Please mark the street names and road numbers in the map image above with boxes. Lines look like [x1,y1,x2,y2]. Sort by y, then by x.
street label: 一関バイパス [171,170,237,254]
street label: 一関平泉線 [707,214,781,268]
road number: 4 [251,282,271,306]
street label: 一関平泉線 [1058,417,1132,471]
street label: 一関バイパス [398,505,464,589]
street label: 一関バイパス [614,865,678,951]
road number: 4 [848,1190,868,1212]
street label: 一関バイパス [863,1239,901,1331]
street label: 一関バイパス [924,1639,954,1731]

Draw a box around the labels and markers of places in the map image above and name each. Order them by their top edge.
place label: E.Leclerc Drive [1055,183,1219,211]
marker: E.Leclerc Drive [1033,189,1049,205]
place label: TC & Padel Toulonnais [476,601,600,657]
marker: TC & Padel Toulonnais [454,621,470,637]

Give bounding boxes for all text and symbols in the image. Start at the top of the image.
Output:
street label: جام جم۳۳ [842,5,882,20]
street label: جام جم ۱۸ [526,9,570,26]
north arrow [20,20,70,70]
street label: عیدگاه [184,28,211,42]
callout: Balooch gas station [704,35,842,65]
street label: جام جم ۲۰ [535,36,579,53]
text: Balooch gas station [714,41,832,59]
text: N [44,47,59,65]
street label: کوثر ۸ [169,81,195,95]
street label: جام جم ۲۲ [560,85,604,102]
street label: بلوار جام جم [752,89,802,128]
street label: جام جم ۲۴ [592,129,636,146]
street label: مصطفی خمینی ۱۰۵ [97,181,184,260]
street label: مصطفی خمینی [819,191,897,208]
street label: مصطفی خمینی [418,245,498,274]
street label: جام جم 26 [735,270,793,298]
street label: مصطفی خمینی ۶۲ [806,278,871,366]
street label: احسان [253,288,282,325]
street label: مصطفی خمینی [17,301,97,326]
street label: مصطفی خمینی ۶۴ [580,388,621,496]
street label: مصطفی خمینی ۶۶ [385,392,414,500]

▶ _PROBLEM REQUIREMENTS_
Transcribe the lines above between the line holding "Draw a box around" and the line holding "Give bounding boxes", inclusive, exactly as they stand and with nothing added.

▶ _YOUR RESPONSE_
Draw a box around the labels and markers of places in the map image above and name each. Order them by their top edge.
place label: E.Leclerc Drive [1055,183,1219,211]
marker: E.Leclerc Drive [1033,189,1049,205]
place label: TC & Padel Toulonnais [476,601,600,657]
marker: TC & Padel Toulonnais [454,621,470,637]

Give bounding boxes for all text and symbols in the image. Start at the top of the image.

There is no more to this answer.